EXERCISE DIRECTIONS: Retype the lines from the first one in the records down to the line containing "position:absolute; right:18px; bottom:18px;", counting both, and leave out any pictures.

Saved entries

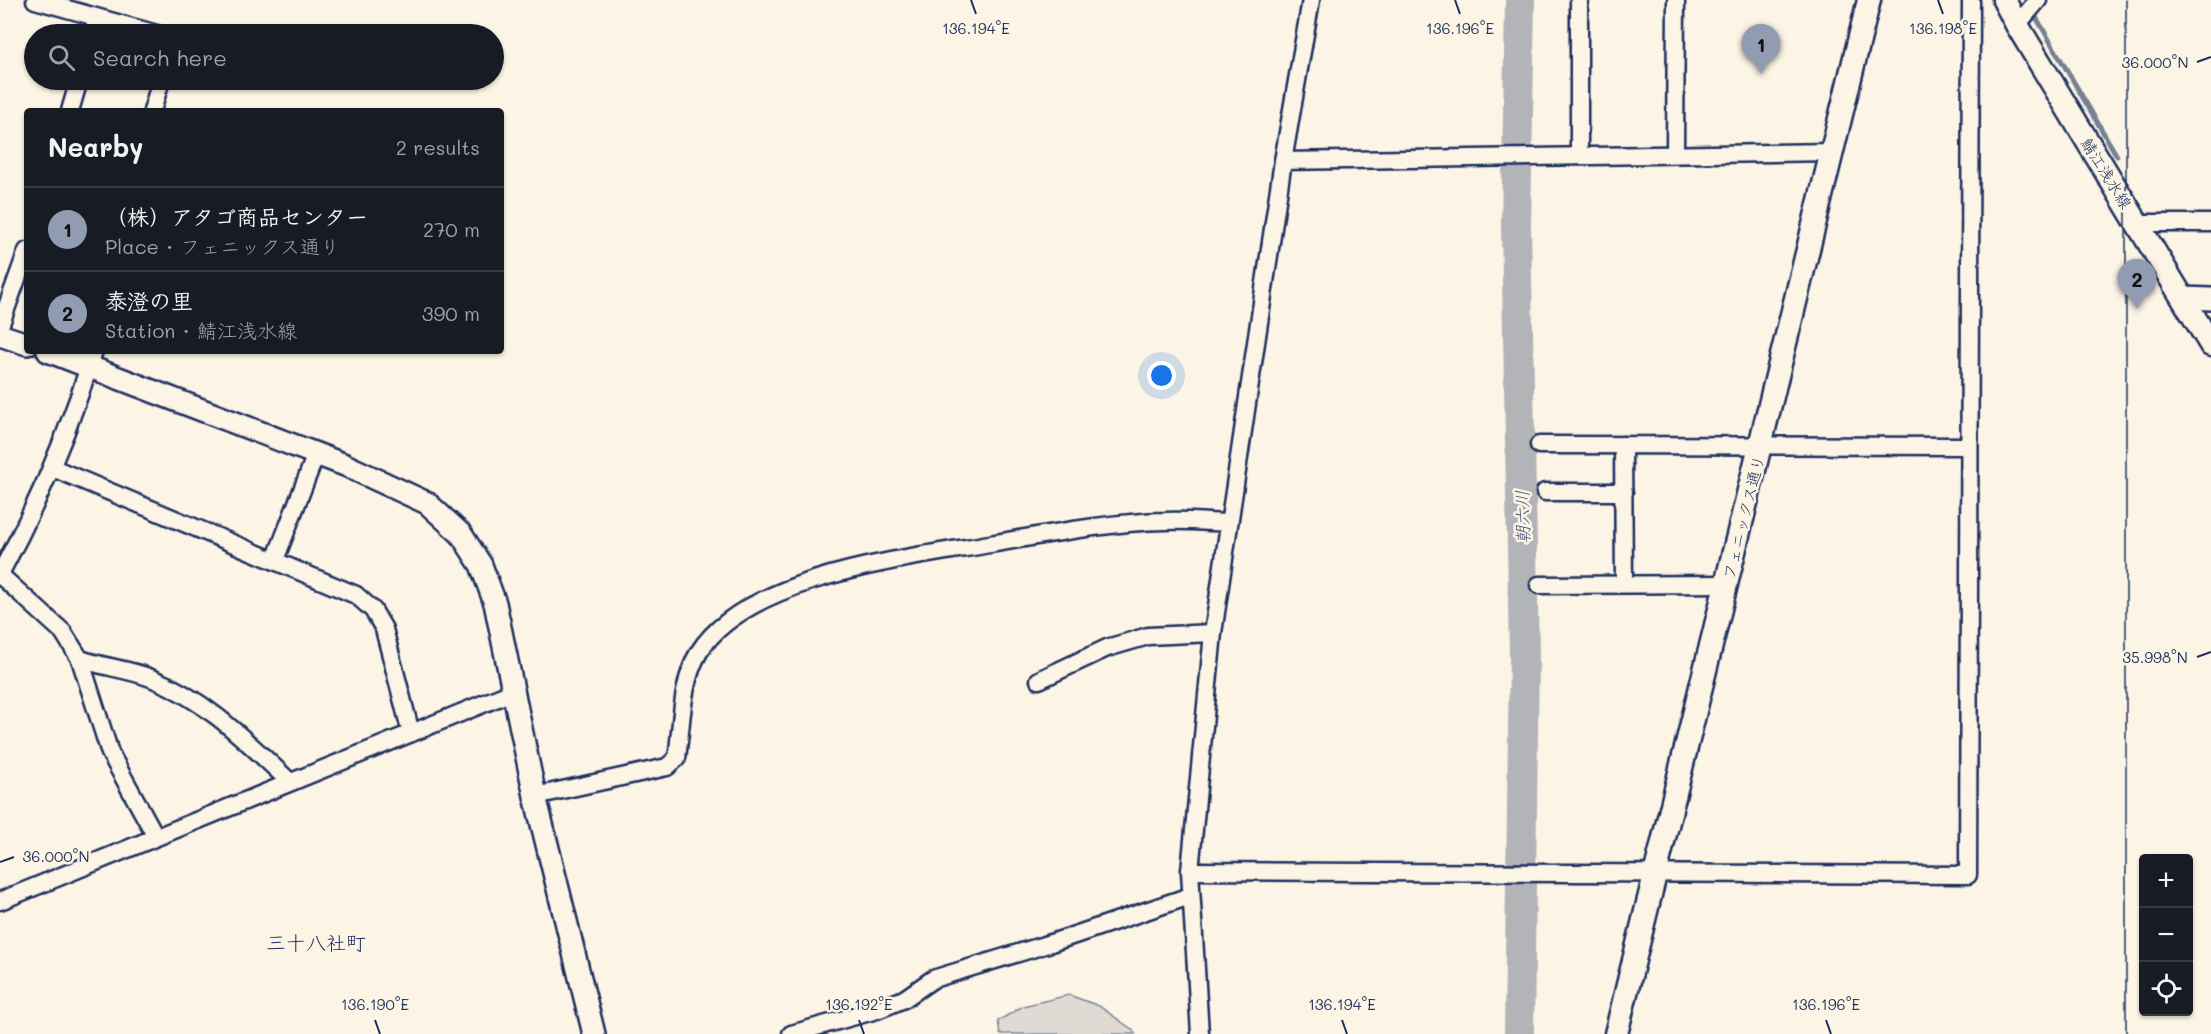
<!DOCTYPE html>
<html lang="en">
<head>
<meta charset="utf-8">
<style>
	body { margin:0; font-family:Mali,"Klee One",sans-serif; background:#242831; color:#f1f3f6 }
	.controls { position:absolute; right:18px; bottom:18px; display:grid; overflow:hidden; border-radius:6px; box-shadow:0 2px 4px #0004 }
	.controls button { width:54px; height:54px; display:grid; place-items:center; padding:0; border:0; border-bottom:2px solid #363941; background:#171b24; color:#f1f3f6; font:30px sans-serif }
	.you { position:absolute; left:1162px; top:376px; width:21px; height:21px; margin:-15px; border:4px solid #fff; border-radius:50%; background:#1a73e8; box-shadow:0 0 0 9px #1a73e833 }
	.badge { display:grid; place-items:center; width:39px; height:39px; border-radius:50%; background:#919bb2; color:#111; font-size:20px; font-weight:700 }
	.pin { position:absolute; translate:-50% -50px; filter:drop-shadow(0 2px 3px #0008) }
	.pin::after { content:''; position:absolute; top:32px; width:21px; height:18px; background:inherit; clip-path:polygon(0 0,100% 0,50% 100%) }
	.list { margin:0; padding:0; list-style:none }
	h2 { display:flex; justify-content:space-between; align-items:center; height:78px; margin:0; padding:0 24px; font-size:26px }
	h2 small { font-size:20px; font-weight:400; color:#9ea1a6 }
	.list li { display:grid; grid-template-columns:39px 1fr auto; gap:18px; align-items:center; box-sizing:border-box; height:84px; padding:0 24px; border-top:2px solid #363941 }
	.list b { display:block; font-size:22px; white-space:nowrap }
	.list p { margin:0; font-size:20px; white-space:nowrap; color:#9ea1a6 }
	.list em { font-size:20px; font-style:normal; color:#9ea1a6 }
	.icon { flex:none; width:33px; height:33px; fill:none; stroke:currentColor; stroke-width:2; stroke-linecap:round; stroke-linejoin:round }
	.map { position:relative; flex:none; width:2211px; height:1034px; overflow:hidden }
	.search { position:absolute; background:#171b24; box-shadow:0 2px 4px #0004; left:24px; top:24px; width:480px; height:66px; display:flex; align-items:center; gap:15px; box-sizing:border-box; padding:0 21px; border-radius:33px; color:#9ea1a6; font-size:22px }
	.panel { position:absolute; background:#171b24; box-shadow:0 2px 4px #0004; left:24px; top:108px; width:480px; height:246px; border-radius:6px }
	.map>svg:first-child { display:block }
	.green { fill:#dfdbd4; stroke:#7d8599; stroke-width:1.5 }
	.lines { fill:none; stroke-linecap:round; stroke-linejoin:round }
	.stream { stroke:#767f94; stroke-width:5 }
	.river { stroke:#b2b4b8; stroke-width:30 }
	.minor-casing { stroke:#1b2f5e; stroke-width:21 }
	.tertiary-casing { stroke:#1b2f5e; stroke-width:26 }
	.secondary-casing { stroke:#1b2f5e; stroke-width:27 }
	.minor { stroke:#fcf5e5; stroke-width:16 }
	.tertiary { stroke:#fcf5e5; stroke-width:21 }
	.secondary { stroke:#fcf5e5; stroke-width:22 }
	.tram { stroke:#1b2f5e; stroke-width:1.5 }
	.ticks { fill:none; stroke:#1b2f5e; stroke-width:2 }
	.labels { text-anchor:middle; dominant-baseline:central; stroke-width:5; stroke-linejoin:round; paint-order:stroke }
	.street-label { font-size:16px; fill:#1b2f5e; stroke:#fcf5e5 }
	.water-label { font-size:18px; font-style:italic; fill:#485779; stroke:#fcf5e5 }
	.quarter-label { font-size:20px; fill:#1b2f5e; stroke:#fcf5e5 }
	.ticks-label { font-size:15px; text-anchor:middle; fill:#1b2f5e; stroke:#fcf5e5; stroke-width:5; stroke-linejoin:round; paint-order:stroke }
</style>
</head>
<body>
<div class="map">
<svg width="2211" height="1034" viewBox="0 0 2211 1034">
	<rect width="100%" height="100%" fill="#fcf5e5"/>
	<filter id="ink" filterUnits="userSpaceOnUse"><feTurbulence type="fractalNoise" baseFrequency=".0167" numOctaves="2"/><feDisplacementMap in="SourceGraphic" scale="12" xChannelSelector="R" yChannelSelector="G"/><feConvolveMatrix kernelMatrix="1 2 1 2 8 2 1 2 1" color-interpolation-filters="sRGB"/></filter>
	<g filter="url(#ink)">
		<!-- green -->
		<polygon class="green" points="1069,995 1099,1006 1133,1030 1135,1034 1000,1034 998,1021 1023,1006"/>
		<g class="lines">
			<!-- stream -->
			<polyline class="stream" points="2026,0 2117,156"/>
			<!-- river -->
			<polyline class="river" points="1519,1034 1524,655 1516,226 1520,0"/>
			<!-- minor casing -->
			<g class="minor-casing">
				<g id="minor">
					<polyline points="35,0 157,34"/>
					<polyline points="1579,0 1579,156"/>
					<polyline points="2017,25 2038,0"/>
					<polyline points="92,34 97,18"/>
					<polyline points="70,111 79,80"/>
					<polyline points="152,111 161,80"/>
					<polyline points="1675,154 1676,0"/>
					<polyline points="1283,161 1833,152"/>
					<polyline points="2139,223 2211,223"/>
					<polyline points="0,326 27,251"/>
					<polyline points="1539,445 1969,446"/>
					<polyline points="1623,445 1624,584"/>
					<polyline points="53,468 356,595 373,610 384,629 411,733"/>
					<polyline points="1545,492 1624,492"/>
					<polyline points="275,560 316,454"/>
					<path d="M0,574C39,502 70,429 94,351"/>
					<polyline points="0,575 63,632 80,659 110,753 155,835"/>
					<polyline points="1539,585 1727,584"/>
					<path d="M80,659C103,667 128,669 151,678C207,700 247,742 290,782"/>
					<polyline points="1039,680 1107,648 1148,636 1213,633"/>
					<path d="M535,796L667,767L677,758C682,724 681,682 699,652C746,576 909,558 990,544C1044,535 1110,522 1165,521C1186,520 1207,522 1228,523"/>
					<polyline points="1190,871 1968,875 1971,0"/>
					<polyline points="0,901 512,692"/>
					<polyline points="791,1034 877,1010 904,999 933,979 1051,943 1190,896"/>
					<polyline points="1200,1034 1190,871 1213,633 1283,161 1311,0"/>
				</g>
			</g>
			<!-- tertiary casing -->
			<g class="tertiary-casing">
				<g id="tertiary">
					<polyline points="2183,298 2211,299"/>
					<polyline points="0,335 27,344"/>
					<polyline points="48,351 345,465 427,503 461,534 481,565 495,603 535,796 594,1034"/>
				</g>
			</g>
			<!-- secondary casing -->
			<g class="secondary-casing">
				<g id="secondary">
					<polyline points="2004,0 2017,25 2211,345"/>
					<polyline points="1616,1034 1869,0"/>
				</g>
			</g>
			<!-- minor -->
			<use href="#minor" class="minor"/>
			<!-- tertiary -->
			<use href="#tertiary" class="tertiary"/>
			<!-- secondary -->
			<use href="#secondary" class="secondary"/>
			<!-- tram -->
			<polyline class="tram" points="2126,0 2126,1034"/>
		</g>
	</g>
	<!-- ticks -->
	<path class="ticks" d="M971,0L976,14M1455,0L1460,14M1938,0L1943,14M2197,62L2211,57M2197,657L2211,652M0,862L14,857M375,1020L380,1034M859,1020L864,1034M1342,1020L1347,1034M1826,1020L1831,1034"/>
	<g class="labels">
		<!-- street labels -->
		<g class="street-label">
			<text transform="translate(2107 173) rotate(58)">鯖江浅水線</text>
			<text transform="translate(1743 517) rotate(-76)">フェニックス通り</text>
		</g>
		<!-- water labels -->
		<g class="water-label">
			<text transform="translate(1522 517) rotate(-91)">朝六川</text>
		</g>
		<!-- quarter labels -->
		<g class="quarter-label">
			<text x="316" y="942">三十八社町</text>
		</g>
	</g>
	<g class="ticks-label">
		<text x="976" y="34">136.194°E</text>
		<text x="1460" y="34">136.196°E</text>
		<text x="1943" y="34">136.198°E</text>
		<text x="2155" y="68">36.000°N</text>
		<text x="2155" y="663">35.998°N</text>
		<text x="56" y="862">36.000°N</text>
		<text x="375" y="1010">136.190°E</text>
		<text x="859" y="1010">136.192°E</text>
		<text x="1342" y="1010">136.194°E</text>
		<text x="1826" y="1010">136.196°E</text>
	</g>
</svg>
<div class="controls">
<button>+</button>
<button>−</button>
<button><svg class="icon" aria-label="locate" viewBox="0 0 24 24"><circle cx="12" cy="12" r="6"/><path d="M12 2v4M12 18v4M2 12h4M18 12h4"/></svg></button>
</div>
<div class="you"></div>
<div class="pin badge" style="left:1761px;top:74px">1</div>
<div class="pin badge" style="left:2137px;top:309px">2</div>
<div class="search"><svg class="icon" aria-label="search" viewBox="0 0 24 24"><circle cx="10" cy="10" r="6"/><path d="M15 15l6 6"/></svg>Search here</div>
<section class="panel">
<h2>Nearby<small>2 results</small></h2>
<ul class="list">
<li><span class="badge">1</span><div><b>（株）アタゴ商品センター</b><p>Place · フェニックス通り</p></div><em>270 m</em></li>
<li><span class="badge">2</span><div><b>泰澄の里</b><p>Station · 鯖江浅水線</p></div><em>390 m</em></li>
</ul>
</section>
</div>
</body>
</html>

ANSWER TO THIS EXERCISE:
<!DOCTYPE html>
<html lang="en">
<head>
<meta charset="utf-8">
<style>
	body { margin:0; font-family:Mali,"Klee One",sans-serif; background:#242831; color:#f1f3f6 }
	.controls { position:absolute; right:18px; bottom:18px; display:grid; overflow:hidden; border-radius:6px; box-shadow:0 2px 4px #0004 }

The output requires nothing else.